Follow async patterns consistently:

# Async function names should be descriptive
async def detect_tables_async(file_path: Path) -> list[TableInfo]:
    # Always use async context managers
    async with aiofiles.open(file_path) as f:
        content = await f.read()

    # Use asyncio.gather for parallel operations
    results = await asyncio.gather(
        process_sheet_async(sheet1),
        process_sheet_async(sheet2),
    )
    return results

Testing Guidelines

Test Organization

tests/
├── unit/           # Unit tests for individual components
├── integration/    # Integration tests
├── fixtures/       # Test data files
└── conftest.py     # Shared fixtures

Writing Tests

import pytest
from gridgulp import GridGulp

class TestTableDetection:
    """Test table detection functionality."""

    @pytest.fixture
    def sample_file(self, tmp_path):
        """Create a sample file for testing."""
        file_path = tmp_path / "test.csv"
        file_path.write_text("col1,col2\n1,2\n3,4")
        return file_path

    def test_detect_simple_csv(self, sample_file):
        """Test detection of simple CSV file."""
        gg = GridGulp()
        result = gg.detect_tables_sync(sample_file)

        assert result.total_tables == 1
        assert result.sheets[0].tables[0].shape == (3, 2)
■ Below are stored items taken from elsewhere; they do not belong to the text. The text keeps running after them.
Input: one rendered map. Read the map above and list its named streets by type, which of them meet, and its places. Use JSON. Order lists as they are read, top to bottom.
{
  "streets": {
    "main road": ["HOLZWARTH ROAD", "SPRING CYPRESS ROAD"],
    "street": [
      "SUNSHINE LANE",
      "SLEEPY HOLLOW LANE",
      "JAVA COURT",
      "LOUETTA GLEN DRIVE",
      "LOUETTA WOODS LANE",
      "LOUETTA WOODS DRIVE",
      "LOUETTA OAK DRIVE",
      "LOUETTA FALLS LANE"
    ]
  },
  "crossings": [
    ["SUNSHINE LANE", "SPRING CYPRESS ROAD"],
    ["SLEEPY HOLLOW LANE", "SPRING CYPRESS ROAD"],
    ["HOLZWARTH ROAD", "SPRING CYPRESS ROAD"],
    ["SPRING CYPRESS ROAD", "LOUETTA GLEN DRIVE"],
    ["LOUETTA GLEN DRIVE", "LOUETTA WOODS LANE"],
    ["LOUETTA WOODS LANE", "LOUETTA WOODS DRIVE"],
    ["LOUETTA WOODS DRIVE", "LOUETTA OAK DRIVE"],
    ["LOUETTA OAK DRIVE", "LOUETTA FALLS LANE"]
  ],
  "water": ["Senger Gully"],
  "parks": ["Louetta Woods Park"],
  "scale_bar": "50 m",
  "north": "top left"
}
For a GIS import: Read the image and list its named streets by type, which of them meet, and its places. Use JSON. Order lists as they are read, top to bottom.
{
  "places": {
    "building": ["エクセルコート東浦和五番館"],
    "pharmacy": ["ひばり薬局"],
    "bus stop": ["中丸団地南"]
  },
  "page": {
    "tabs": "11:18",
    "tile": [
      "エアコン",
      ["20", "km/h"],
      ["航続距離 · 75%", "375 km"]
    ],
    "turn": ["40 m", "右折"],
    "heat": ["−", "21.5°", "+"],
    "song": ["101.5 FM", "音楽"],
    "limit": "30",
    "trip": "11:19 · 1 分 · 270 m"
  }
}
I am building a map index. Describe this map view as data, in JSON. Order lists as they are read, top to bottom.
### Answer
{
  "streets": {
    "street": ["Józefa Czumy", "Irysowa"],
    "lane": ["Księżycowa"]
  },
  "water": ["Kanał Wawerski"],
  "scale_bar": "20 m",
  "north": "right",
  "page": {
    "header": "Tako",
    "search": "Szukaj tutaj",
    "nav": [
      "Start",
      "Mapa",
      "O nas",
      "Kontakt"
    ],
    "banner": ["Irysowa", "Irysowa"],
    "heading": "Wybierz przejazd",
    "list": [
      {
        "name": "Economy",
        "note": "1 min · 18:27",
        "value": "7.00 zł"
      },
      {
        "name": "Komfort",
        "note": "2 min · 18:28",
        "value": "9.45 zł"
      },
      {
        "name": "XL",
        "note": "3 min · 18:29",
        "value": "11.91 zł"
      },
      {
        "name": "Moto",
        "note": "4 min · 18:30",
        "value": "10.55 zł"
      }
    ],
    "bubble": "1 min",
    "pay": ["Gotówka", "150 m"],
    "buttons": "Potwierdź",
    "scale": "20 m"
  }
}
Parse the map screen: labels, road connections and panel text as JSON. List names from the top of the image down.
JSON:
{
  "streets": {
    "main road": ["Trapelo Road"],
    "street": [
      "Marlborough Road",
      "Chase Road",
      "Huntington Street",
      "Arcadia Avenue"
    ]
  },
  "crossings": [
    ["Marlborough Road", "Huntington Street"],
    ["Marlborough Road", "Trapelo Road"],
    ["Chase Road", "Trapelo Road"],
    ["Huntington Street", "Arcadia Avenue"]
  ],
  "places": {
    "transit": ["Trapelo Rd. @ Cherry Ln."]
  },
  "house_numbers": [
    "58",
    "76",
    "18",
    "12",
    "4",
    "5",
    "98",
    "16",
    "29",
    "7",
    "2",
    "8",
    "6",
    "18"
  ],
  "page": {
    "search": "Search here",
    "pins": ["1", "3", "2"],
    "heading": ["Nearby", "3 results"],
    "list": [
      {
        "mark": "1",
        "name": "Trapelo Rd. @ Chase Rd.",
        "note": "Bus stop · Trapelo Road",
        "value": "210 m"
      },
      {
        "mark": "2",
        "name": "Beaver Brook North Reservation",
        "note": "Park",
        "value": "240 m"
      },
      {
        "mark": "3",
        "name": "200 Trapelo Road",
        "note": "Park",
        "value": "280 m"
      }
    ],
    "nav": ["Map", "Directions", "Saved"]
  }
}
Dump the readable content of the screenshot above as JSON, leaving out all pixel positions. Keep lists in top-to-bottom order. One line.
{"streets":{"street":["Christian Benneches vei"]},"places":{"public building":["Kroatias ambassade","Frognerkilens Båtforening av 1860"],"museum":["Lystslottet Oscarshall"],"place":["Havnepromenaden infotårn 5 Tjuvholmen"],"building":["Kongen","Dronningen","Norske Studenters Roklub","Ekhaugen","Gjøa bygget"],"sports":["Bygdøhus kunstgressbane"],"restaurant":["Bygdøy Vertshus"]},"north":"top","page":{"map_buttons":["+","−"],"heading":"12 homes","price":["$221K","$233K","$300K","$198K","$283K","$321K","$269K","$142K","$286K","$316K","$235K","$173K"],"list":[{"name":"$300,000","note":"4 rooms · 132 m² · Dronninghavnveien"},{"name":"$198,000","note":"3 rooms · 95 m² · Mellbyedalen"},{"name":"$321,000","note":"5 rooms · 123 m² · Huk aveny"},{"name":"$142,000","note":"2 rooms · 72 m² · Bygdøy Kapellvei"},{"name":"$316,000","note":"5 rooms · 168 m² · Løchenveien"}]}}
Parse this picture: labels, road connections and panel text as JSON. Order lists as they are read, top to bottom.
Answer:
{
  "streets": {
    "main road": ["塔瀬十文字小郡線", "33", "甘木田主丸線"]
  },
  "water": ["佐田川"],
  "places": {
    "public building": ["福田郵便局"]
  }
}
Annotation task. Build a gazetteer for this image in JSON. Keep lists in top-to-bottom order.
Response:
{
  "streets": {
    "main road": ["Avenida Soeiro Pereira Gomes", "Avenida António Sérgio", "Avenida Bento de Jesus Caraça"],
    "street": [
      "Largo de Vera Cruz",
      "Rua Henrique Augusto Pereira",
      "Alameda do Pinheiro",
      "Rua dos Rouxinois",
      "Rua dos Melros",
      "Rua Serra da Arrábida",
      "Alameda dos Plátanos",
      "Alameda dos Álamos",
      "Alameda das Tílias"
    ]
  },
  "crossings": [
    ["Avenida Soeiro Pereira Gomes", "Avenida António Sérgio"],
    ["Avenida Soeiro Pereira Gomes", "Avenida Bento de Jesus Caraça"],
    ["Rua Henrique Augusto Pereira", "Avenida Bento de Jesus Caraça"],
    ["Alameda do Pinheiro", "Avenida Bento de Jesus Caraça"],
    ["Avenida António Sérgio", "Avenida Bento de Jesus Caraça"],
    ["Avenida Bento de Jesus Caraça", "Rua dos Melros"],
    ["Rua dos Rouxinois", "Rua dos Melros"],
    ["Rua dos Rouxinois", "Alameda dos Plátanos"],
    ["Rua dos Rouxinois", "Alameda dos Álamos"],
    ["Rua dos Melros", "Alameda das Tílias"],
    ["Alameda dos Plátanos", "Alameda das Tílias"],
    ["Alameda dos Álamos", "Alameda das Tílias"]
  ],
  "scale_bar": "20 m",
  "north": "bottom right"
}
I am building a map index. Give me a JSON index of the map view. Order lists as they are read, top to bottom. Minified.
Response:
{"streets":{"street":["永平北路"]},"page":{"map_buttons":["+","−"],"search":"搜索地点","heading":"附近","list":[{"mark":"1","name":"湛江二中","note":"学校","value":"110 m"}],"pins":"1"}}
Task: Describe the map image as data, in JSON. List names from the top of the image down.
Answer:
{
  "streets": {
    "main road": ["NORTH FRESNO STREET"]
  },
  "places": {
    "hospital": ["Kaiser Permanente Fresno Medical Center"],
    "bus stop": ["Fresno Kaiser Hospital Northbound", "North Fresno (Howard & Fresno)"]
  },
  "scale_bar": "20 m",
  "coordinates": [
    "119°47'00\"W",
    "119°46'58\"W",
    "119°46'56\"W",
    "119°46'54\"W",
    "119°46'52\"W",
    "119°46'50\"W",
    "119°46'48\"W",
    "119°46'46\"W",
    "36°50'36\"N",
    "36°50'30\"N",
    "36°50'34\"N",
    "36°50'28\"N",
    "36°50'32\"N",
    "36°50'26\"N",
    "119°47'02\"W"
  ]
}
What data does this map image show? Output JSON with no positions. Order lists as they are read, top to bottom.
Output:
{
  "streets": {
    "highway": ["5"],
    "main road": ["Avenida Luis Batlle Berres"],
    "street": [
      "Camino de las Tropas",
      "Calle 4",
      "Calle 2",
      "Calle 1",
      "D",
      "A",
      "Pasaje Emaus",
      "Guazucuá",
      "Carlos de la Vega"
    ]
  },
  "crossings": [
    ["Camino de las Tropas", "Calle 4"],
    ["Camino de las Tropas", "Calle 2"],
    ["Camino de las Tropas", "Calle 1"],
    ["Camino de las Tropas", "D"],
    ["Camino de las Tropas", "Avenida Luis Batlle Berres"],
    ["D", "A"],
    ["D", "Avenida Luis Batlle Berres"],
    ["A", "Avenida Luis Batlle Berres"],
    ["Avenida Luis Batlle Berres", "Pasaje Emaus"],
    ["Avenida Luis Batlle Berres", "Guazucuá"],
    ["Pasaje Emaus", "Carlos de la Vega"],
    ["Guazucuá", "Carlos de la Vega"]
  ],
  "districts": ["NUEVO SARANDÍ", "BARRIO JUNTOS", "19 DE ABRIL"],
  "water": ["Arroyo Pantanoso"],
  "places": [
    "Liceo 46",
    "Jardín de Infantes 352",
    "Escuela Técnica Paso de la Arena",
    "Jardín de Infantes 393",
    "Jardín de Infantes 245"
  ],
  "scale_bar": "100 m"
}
    @pytest.mark.parametrize("confidence", [0.5, 0.7, 0.9])
    def test_confidence_threshold(self, sample_file, confidence):
        """Test different confidence thresholds."""
        config = Config(confidence_threshold=confidence)
        gg = GridGulp(config=config)
        result = gg.detect_tables_sync(sample_file)
        # Assertions

Performance Tests

import pytest
import time

@pytest.mark.performance
def test_large_file_performance(large_excel_file):
    """Ensure large file processing is reasonably fast."""
    gg = GridGulp()

    start = time.time()
    result = gg.detect_tables_sync(large_excel_file)
    elapsed = time.time() - start

    assert elapsed < 5.0  # Should process in under 5 seconds
    assert result.total_tables > 0

Documentation

Docstring Format

Use Google-style docstrings:

def complex_function(
    param1: str,
    param2: int,
    param3: Optional[float] = None,
) -> tuple[str, int]:
    """Short description of function.

    Longer description if needed. Can span multiple lines and
    include examples or important notes.

    Args:
        param1: Description of param1
        param2: Description of param2
        param3: Optional parameter description. Defaults to None.

    Returns:
        A tuple containing:
        - Processed string value
        - Count of operations

    Raises:
        ValueError: If param2 is negative
        TypeError: If param1 is not a string

    Examples:
        >>> result = complex_function("test", 5)
        >>> print(result)
        ('processed_test', 5)
    """

Updating Documentation

  1. Update relevant .md files in docs_src/
  2. Add examples for new features
  3. Update the changelog
  4. Run docs locally to verify:
    mkdocs serve
    

Submitting Pull Requests

PR Checklist

  • [ ] Tests pass (pytest)
  • [ ] Code is formatted (ruff format)
  • [ ] No linting errors (ruff check)
  • [ ] Type checks pass (mypy)
  • [ ] Documentation updated
  • [ ] Changelog entry added
  • [ ] PR description is clear

PR Template

## Description
Brief description of changes

## Type of Change
- [ ] Bug fix
- [ ] New feature
- [ ] Breaking change
- [ ] Documentation update

## Testing
- [ ] Unit tests pass
- [ ] Integration tests pass
- [ ] Manual testing completed

## Checklist
- [ ] My code follows the project style
- [ ] I've added tests for my changes
- [ ] I've updated documentation
- [ ] I've added a changelog entry

Getting Help

Resources

Communication

  • Bug Reports: Use GitHub Issues with the bug template
  • Feature Requests: Use GitHub Issues with the feature template
  • Questions: Use GitHub Discussions
  • Security Issues: Email security@ganymede.bio

Code of Conduct

We follow the Contributor Covenant Code of Conduct. Please read and follow it in all interactions.

License

By contributing, you agree that your contributions will be licensed under the MIT License.